It can be divided into two applications depending on where you are starting: compression, if you already have a the full signal, and reconstruction if you do not have the full signal.

The math of compressed sensing is about solving equations of the form: $A\vec{x} = \vec{b}$.
Recall that there are three cases w/r/t $A\vec{x} = \vec{b}$:
    The overdetermined case, where A has fewer columns than rows, and equations are linear combinations of others.
    The unique case, where there exists only 1 solution.
    The underdetermined case, where A has many more columns than rows, leading to an infinite number of solutions to $A\vec{x} = \vec{b}$
Compressed sensing is focussed on finding solutions to the underdetermined case.

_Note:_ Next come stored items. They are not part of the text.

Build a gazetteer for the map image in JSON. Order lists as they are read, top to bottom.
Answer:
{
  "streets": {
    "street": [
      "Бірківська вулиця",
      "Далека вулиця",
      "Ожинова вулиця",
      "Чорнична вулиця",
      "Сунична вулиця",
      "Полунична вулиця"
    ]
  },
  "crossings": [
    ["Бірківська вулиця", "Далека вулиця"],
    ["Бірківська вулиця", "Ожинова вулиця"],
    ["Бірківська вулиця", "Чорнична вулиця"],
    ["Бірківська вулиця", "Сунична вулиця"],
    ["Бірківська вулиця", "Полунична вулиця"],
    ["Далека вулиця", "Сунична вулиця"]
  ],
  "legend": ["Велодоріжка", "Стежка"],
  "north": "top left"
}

It is possible to find unique solutions when we assume that $\vec{x}$ is sparse in some basis. I.e. if we can find a basis where $\vec{x}$ is sparse, then the underdetermined system of equations $A\vec{x} = \vec{b}$ can be solved exactly.

Let $dim(\vec{b}) = M << N = dim(\vec{x})$
We assume $\vec{x} = \Phi \vec{s}$ where $\vec{s}$ has at most S non-zero values (called S-sparse) and $dim(\vec{s})=dim(\vec{x})$, and $\Phi$ is an inverse mapping from the space in which our signal is sparse to the original space with dimensions $NxN$, then we can write $\vec{b} = A\Phi \vec{s}$. $A$ has shape $MxN$. The combined matrix $A\Phi$ is called the sensing matrix.
Now to solve for our sparse signal we can perform the sparse regression:
$$ argmin_\vec{w}(||\vec{b} - A\Phi\vec{w}||_2^2 + \lambda||\vec{w}||_1)$$
(There are other techniques that have been developed since ~2005 when the original compressed sensing papers were first published.)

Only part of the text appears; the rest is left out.